In his series Deconstruction of a Mountain, Andrea Galvani photographs natural environments and then reinserts his prints back into the environment to be photographed again. For Galvani, the act of photography is understood as a feedback loop; an iterative process that travels back and forth across virtual and real space, becoming more and more complex as it picks up traces of the logic of each, like a tone that gathers distortion as it courses through an audio-loop. The structure works according to the principles of Augmented Reality wherein there is an interface or exchange between real and virtual spaces. The literal placement of digital photographs into their physical site moves in one direction (virtual–>real) while the final photograph moves the image in the other direction, back into the virtual space of digital photography (real–>virtual). This interface subjects the history of nature photography to the decontextualization and manipulation of digital photography just as it subjects digital photography and printmaking to the romanticism and site-specificity of nature photography.
In a series of untitled photographs from 2008, Tim Hyde collages together several fixed-frame shots of a man holding a piece of cardboard to create a single coherent but impossible photograph of space. A poetic proof of the inter-dependence of space and time, Hyde’s photos compress time to produce various geometric constructions that recall 3D models in both their blank texture and paradoxical shapes. Hyde takes advantage of the formal possibilities of Augmented Reality to virtually manipulate real space but without recourse to the actual technology–Hyde physically cuts and pastes the photographs himself. As such, his photographs speak to the potential for the analog “real” world to learn new strategies from virtual innovation and experimentation. This touches on the potential social and political import of AR theory: the liberatory tools of digital communities like Facebook or Twitter, so vaunted in the recent Arab Spring, are potentially available to communities that are totally without access to such technologies; what we need is creative translators.
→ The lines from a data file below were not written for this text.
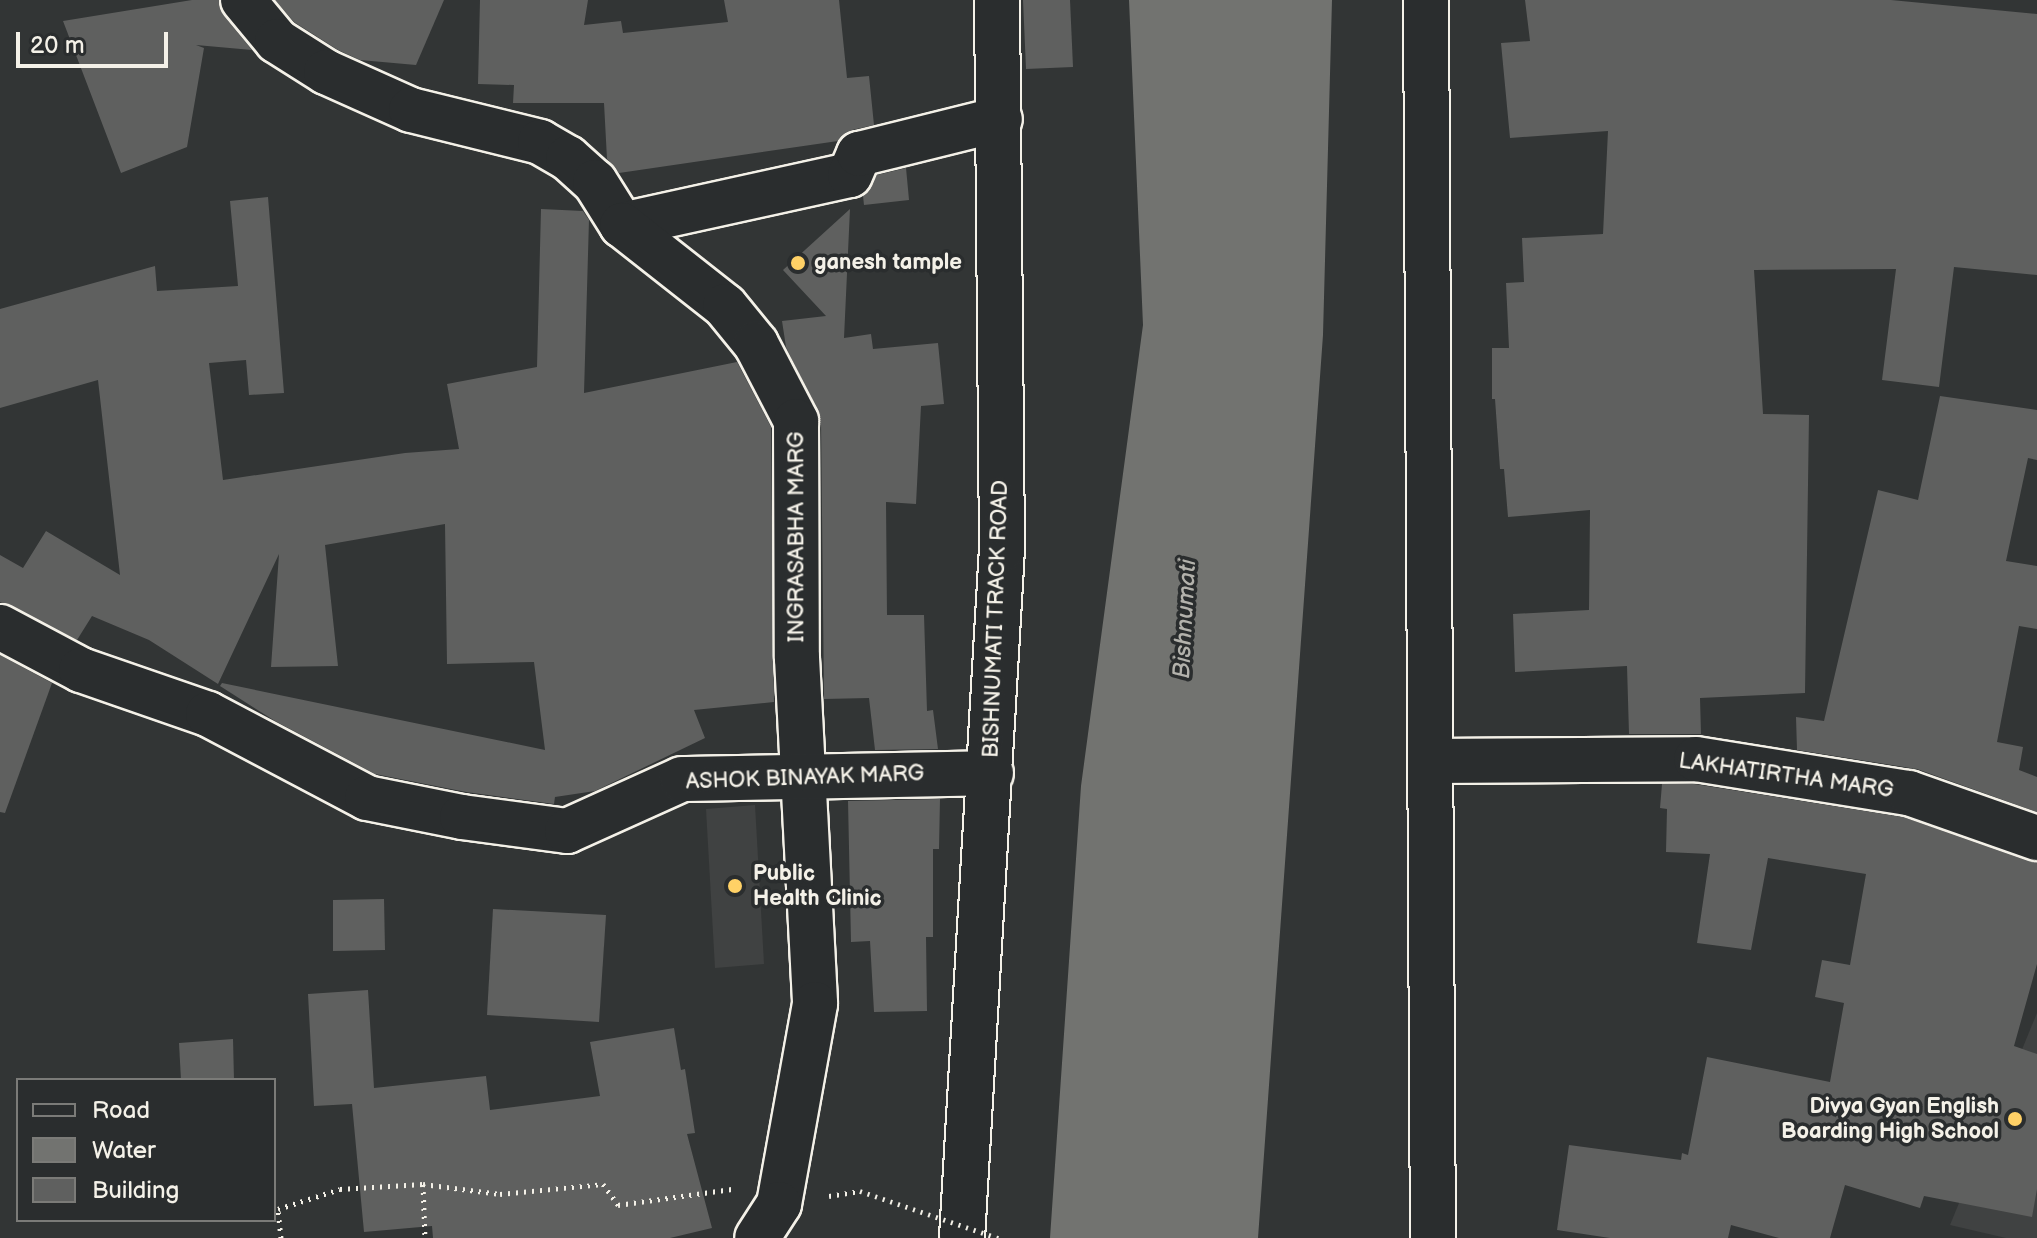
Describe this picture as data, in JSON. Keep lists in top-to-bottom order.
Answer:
{
  "streets": {
    "street": [
      "INGRASABHA MARG",
      "BISHNUMATI TRACK ROAD",
      "LAKHATIRTHA MARG",
      "ASHOK BINAYAK MARG"
    ]
  },
  "crossings": [
    ["INGRASABHA MARG", "ASHOK BINAYAK MARG"],
    ["BISHNUMATI TRACK ROAD", "ASHOK BINAYAK MARG"]
  ],
  "water": ["Bishnumati"],
  "places": ["ganesh tample", "Public Health Clinic", "Divya Gyan English Boarding High School"],
  "legend": ["Road", "Water", "Building"],
  "scale_bar": "20 m"
}
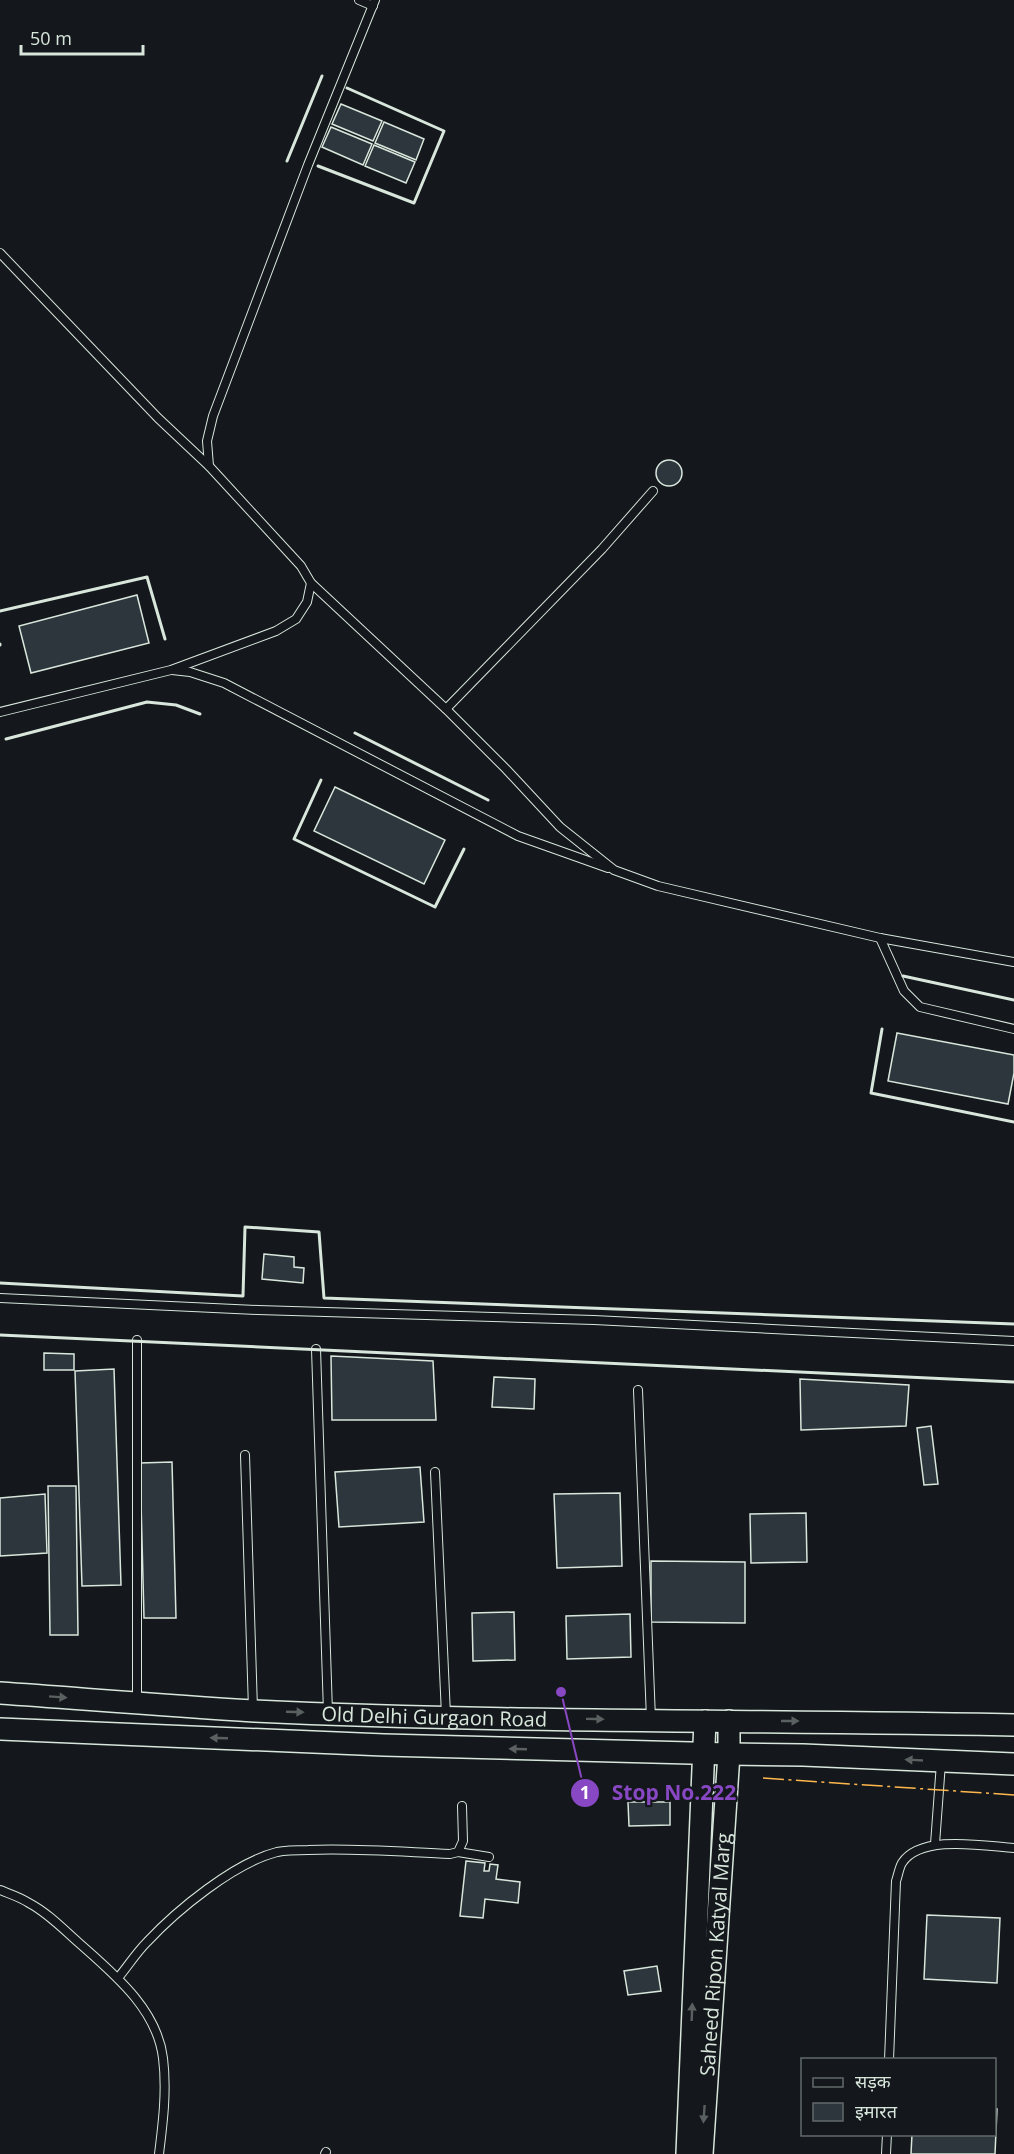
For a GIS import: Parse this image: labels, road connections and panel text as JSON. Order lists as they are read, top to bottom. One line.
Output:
{"streets":{"main road":["Old Delhi Gurgaon Road","Saheed Ripon Katyal Marg"]},"crossings":[["Old Delhi Gurgaon Road","Saheed Ripon Katyal Marg"]],"places":["Stop No.222"],"legend":["सड़क","इमारत"],"scale_bar":"50 m"}
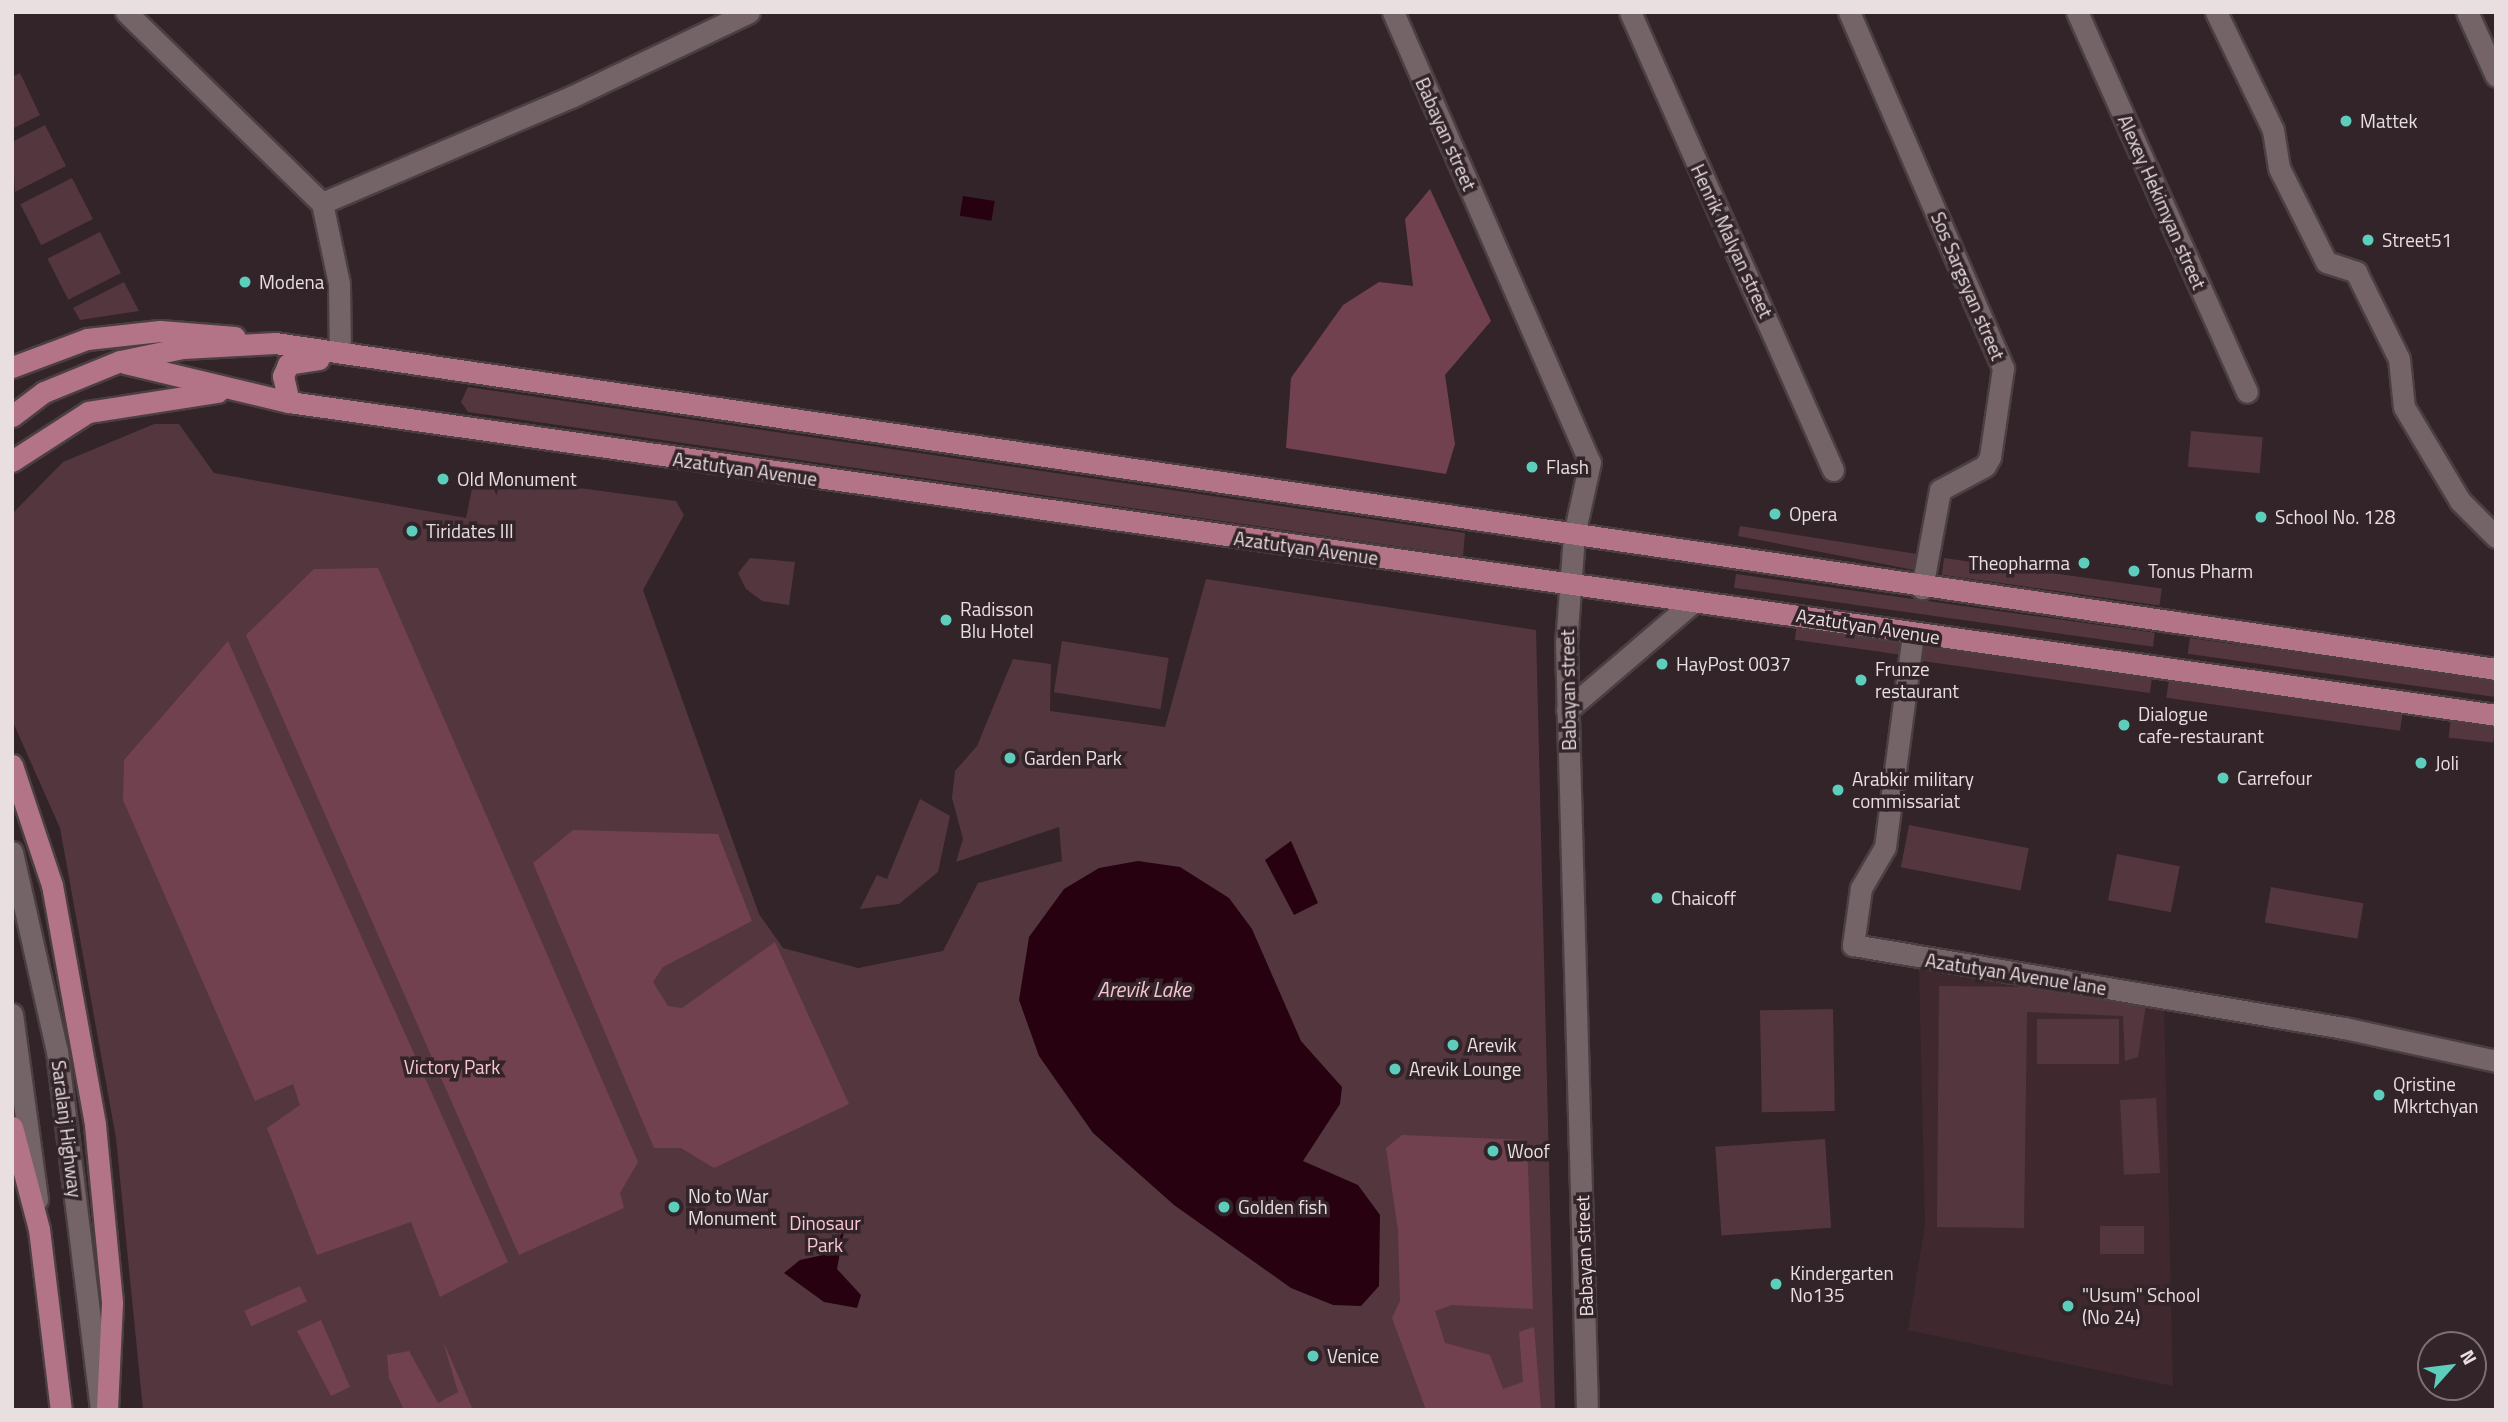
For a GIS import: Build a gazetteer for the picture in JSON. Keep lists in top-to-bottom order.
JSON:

A relatively early pioneer in Augmented Reality photography, Jim Sanborn, has been making large-scale nature photographs that incorporate computer-generated patterns of projected light since 1995. Referencing the computer assisted drawings (CAD) drawings used by topographers, Sanborn’s Topographic Projections series document light projections onto landforms that can be measured in square miles. Instead of mapping these virtual contours digitally in virtual space, Sanborn moves the operation into real space unsticking the content (a contoured mountain range) from its usual means of production (auto-CAD). The works open an uncanny gap between what an image appears to be (a digital manipulation) and what it actually is (a photograph of a luminous phenomenon).